Acórdão Nº 08036112720228200000 de TJRN. Tribunal de Justiça do Rio Grande do Norte, Tribunal Pleno, 26-08-2022

Data de Julgamento26 Agosto 2022
Classe processualCONFLITO DE COMPETÊNCIA CÍVEL
Número do processo08036112720228200000
ÓrgãoTribunal Pleno
Tipo de documentoAcórdão

PODER JUDICIÁRIO
TRIBUNAL DE JUSTIÇA DO ESTADO DO RIO GRANDE DO NORTE
TRIBUNAL PLENO

Processo: CONFLITO DE COMPETÊNCIA CÍVEL - 0803611-27.2022.8.20.0000
Polo ativo
JUÍZO DE DIREITO DA 1ª VARA DE SÃO GONÇALO DO AMARANTE/RN
Advogado(s):
Polo passivo
JUÍZO DE DIREITO DO JUIZADO DA FAZENDA PÚBLICA DA COMARCA DE SÃO GONÇALO DO AMARANTE/RN
Advogado(s):


Conflito Negativo de Competência n. 0803611-27.2022.8.20.0000

Origem: Tribunal de Justiça/RN.

Suscitante: Juízo de Direito da 1ª Vara da Comarca de São Gonçalo do Amarante/RN.

Suscitado: Juízo de Direito do Juizado da Fazenda Pública da Comarca de São Gonçalo do Amarante/RN

Entre Partes: Isaque Gabriel Felizardo de Lima, rep. p/ Larissa Yasmim Lima e Município de São Gonçalo do Amarante/RN

Relator: Desembargador Gilson Barbosa

EMENTA: PROCESSUAL CIVIL. CONFLITO NEGATIVO DE COMPETÊNCIA. AÇÃO ORDINÁRIA DE OBRIGAÇÃO DE FAZER C/C DANOS MORAIS MOVIDA POR INCAPAZ REPRESENTADO POR GENITORA. PLEITO DE TRATAMENTO DENTÁRIO CUMULADO COM DANOS MORAIS. CAUSA DE CUNHO PATRIMONIAL. POSSIBILIDADE. NORMA ESPECÍFICA. LEI FEDERAL N. 12.153/2009. AUSÊNCIA DE VEDAÇÃO DA PARTICIPAÇÃO DE INCAPAZ. CASO CONCRETO QUE NÃO REVELA SITUAÇÃO DE RISCO OU ABANDONO DO INFANTE. INAPLICABILIDADE DO ESTATUTO DA CRIANÇA E DO ADOLESCENTE E DA LEI N. 9.099/1995. PRECEDENTES DESTE TRIBUNAL. CONFLITO CONHECIDO E PROVIDO. CONSONÂNCIA COM A PROCURADORIA DE JUSTIÇA.


ACÓRDÃO

Acordam os Desembargadores que integram o Pleno deste Tribunal de Justiça do Rio Grande do Norte, por unanimidade, em consonância com o parecer ministerial, reconhecer o Juízo de Direito do Juizado da Fazenda Pública da Comarca de São Gonçalo do Amarante/RN, ora suscitado, como competente para processar e julgar a Ação de Obrigação de Fazer c/c com Danos Morais n. 0803449-73.2019.8.20.5129, movida por Isaque Gabriel Felizardo de Lima, rep. p/ Larissa Yasmim Lima em desfavor do Município de São Gonçalo do Amarante/RN, nos termos do voto do Relator, que deste passa a fazer parte integrante.

RELATÓRIO


Trata-se de Conflito Negativo de Competência suscitado pelo Juízo de Direito da 1ª Vara da Comarca de São Gonçalo do Amarante/RN, instaurado em decorrência de decisão declinatória proferida pelo Juízo de Direito do Juizado da Fazenda Pública da mesma comarca, nos autos da Ação de Obrigação de Fazer c/c com Danos Morais n. 0803449-73.2019.8.20.5129, movida por Isaque Gabriel Felizardo de Lima, rep. p/ Larissa Yasmim Lima em desfavor do Município de São Gonçalo do Amarante/RN.

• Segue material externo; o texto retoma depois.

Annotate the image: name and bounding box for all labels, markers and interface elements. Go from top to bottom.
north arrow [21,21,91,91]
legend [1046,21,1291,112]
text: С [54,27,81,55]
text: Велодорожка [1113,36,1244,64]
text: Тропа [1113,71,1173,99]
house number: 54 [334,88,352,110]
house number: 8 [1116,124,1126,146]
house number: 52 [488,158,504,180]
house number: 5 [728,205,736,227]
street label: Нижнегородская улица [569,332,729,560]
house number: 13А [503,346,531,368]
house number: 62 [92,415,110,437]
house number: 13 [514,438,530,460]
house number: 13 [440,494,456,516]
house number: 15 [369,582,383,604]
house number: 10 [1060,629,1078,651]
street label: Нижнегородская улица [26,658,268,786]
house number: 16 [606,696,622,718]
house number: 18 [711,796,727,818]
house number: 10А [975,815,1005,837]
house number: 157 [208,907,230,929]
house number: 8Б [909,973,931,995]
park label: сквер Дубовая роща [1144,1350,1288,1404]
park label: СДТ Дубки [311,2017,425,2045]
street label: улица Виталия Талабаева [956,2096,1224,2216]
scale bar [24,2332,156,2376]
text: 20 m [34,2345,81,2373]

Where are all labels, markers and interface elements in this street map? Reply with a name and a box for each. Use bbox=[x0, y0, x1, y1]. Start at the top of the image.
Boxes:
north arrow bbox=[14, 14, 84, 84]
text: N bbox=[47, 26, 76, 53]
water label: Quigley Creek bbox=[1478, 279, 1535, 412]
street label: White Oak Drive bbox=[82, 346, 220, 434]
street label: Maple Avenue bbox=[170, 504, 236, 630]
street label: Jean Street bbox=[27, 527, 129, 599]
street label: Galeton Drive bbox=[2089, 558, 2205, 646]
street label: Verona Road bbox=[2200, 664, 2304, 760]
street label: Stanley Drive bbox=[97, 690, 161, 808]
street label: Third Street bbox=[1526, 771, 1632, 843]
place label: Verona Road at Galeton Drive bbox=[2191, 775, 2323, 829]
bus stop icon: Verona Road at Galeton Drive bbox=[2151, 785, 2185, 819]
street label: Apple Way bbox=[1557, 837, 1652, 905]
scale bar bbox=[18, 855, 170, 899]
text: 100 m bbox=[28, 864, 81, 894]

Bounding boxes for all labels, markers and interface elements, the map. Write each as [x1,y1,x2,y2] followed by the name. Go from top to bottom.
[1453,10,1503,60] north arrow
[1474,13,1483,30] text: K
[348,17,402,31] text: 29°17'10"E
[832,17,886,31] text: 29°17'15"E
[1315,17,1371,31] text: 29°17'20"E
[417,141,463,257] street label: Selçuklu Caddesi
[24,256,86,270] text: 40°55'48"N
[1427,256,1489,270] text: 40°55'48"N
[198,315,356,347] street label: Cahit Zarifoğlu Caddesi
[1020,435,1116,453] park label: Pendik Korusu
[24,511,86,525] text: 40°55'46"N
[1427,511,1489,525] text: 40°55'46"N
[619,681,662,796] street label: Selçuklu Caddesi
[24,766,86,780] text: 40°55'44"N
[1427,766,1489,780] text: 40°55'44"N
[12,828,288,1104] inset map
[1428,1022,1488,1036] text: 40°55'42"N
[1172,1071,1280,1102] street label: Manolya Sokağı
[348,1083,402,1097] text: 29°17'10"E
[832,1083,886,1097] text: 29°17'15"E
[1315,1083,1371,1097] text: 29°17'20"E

Conforme decisão de ID 13860132, o Juízo Suscitado, após corrigir o polo ativo da ação para incluir o incapaz, declinou da competência para julgar o feito, aduzindo que o juizado não teria competência para análise de demandas que versem sobre direito à saúde em prol da criança e adolescente, eis que a competência é absoluta da Vara da Infância e Juventude, conforme precedentes do Superior Tribunal de Justiça e do Tribunal de Justiça do Estado do Rio Grande do Norte – TJRN” (sic), sendo de sua competência “limitada a causas de saúde que não versem sobre interesse da criança e do adolescente, tendo em vista a proteção existente no Estatuto da Criança e do AdolescenteECA (art. 98, I, 148, IV, 208, VII e 209)” (sic).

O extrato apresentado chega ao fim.